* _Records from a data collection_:
___
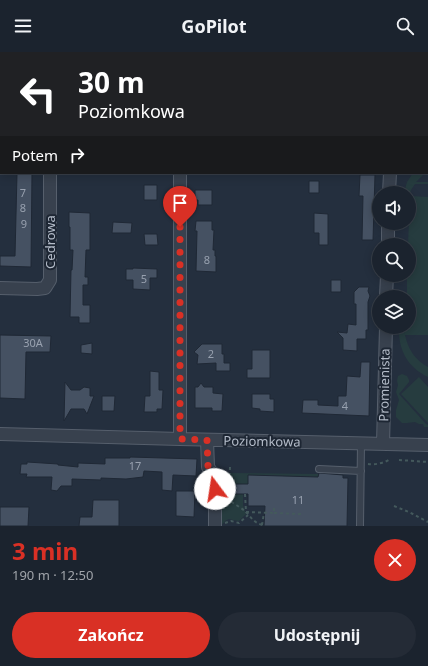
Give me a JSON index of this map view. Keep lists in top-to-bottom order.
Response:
{
  "streets": {
    "street": ["Cedrowa", "Promienista", "Poziomkowa"]
  },
  "crossings": [
    ["Promienista", "Poziomkowa"]
  ],
  "house_numbers": [
    "7",
    "8",
    "9",
    "8",
    "5",
    "30A",
    "2",
    "4",
    "17",
    "11"
  ],
  "page": {
    "header": "GoPilot",
    "turn": ["30 m", "Poziomkowa"],
    "then": "Potem",
    "heading": ["3 min", "190 m · 12:50"],
    "buttons": ["Zakończ", "Udostępnij"]
  }
}
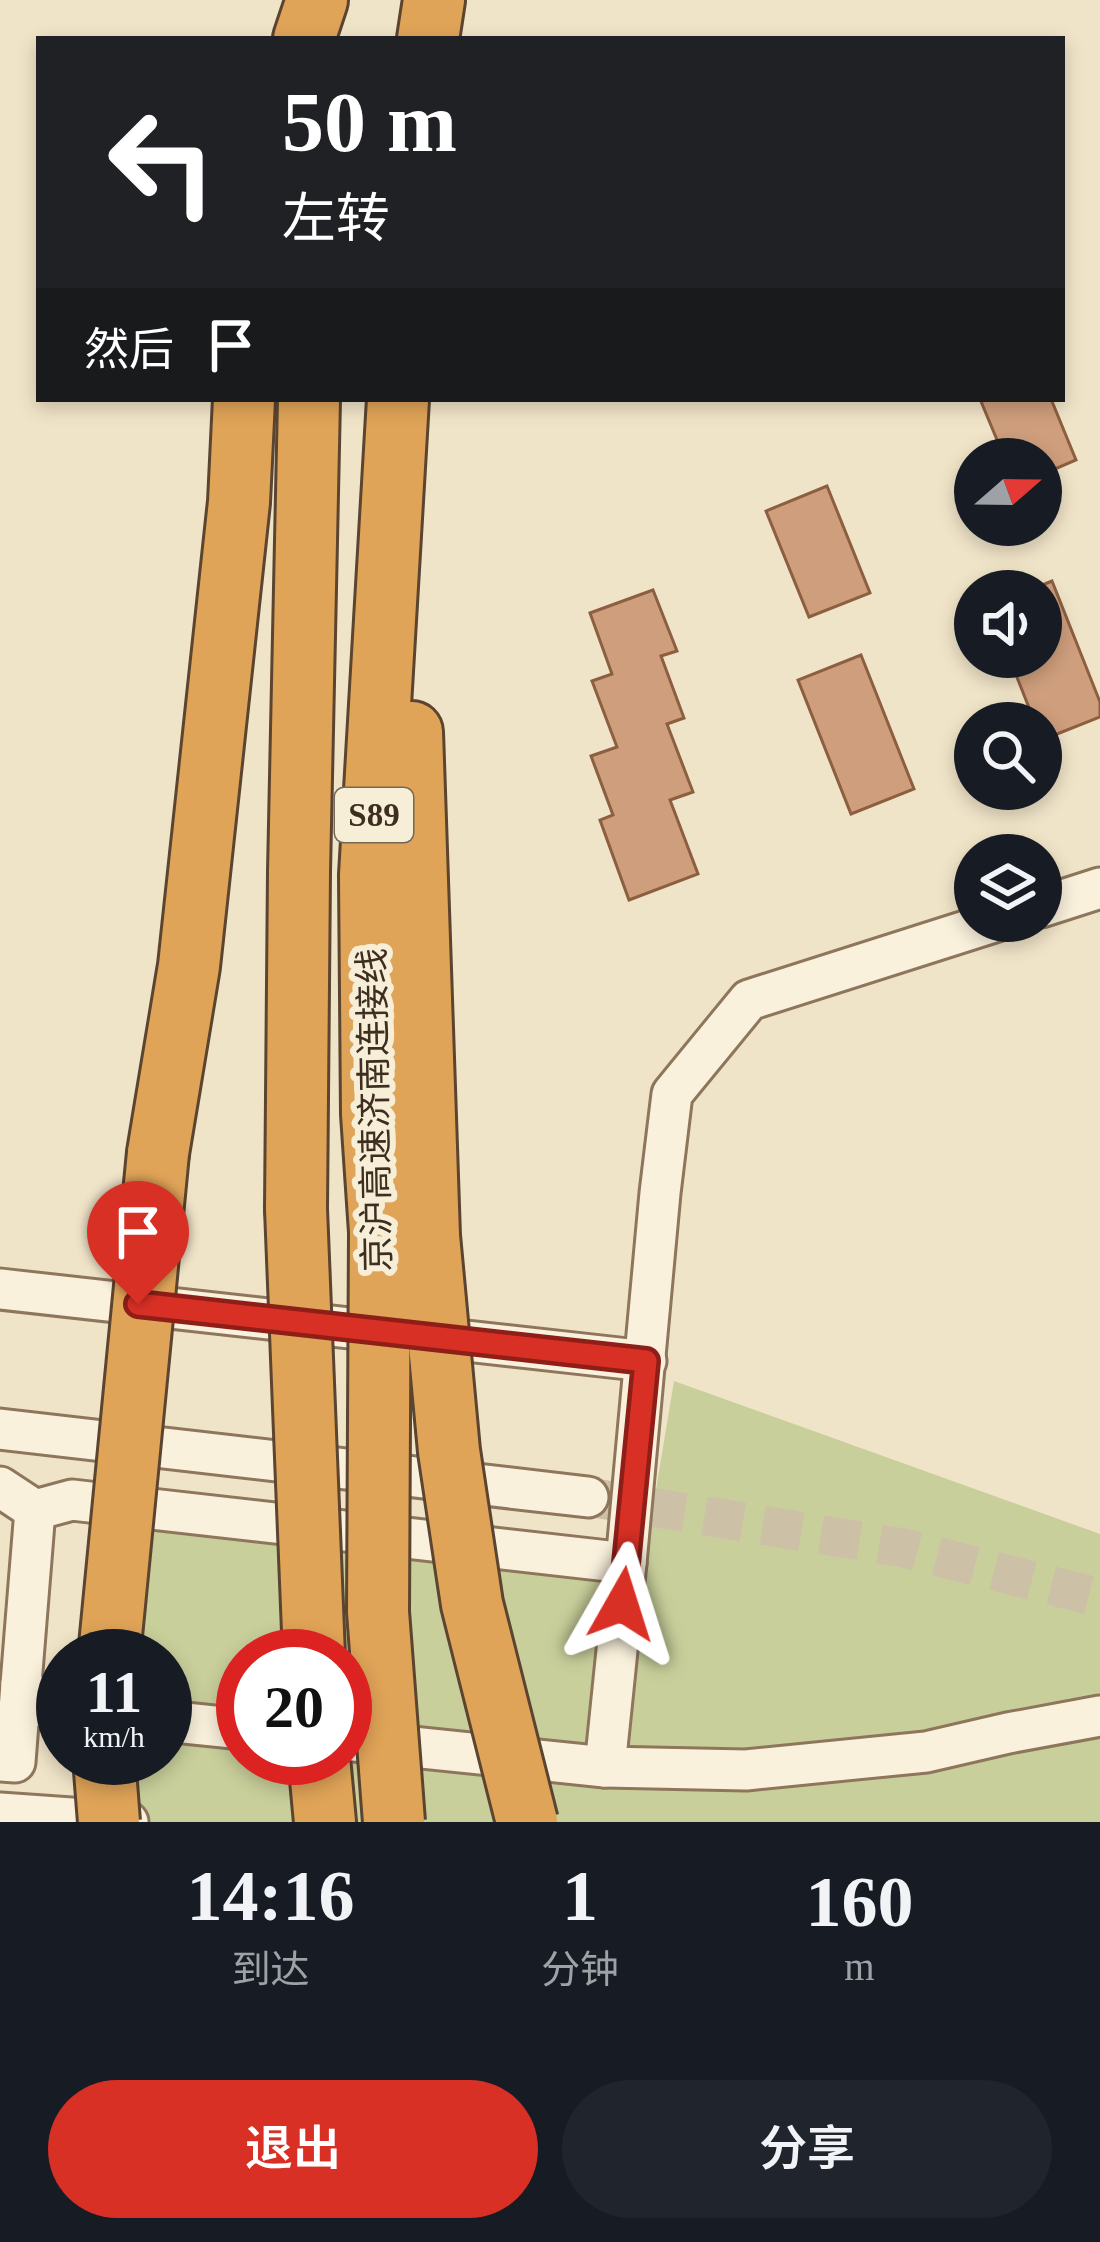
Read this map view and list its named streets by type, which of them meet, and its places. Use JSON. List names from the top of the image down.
{
  "streets": {
    "highway": ["S89", "京沪高速济南连接线"]
  },
  "north": "right",
  "page": {
    "turn": ["50 m", "左转"],
    "then": "然后",
    "speed": "11 km/h",
    "limit": "20",
    "eta": [
      "14:16",
      "到达",
      "1",
      "分钟",
      "160",
      "m"
    ],
    "buttons": ["退出", "分享"]
  }
}
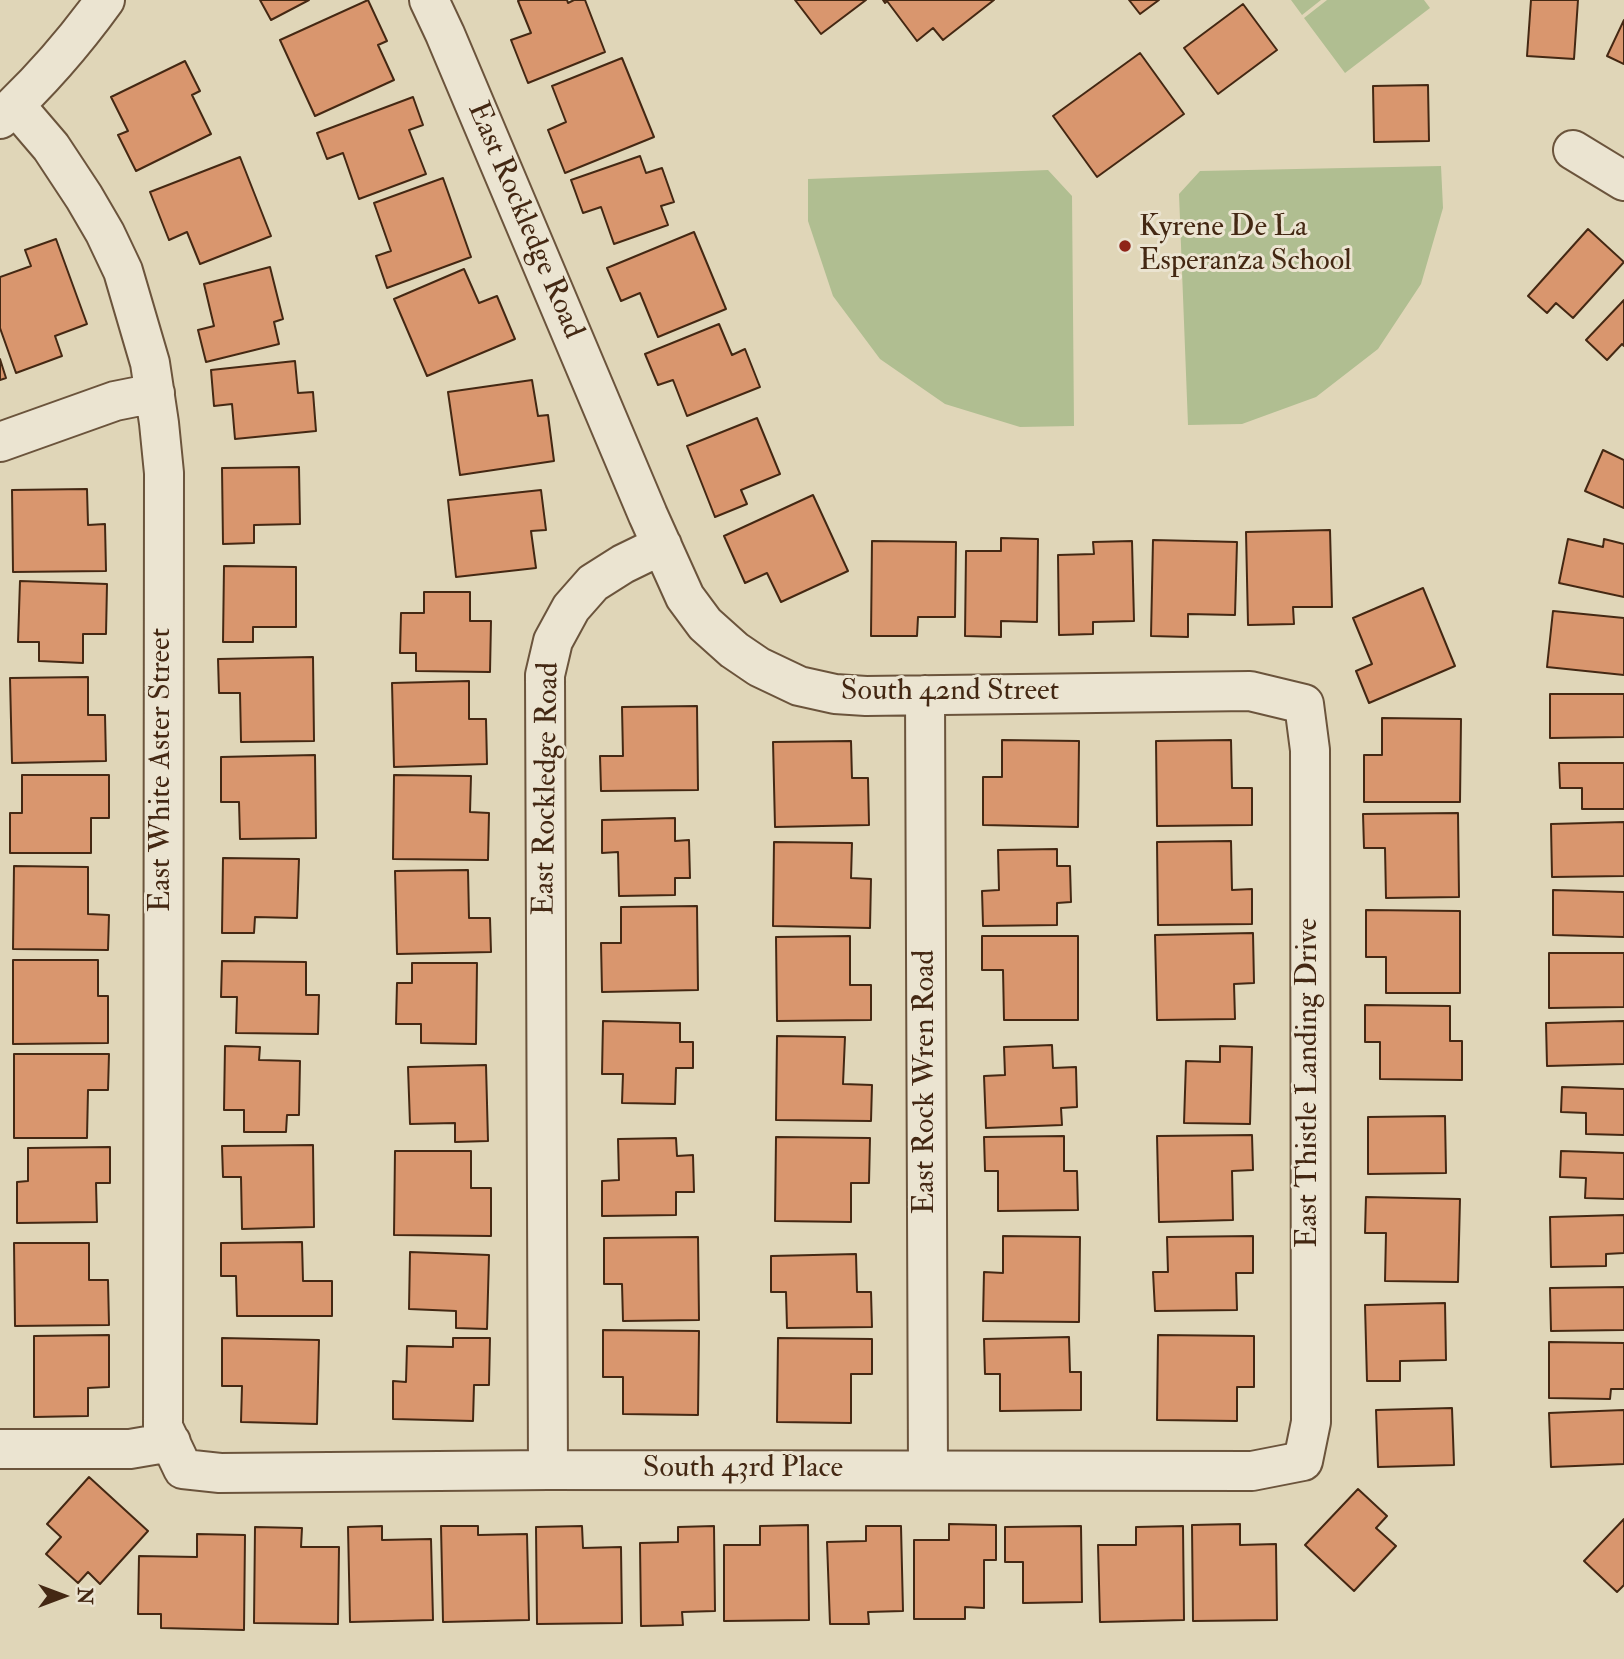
___
* _WHAT YOU WILL DO_: Please output every entry exactly as written, apart from the pictures.

* _PROBLEM SOLUTION_:
Give me a JSON index of this map view. Keep lists in top-to-bottom order.
Response:
{
  "streets": {
    "street": ["Cedrowa", "Promienista", "Poziomkowa"]
  },
  "crossings": [
    ["Promienista", "Poziomkowa"]
  ],
  "house_numbers": [
    "7",
    "8",
    "9",
    "8",
    "5",
    "30A",
    "2",
    "4",
    "17",
    "11"
  ],
  "page": {
    "header": "GoPilot",
    "turn": ["30 m", "Poziomkowa"],
    "then": "Potem",
    "heading": ["3 min", "190 m · 12:50"],
    "buttons": ["Zakończ", "Udostępnij"]
  }
}
Read this map view and list its named streets by type, which of them meet, and its places. Use JSON. List names from the top of the image down.
{
  "streets": {
    "highway": ["S89", "京沪高速济南连接线"]
  },
  "north": "right",
  "page": {
    "turn": ["50 m", "左转"],
    "then": "然后",
    "speed": "11 km/h",
    "limit": "20",
    "eta": [
      "14:16",
      "到达",
      "1",
      "分钟",
      "160",
      "m"
    ],
    "buttons": ["退出", "分享"]
  }
}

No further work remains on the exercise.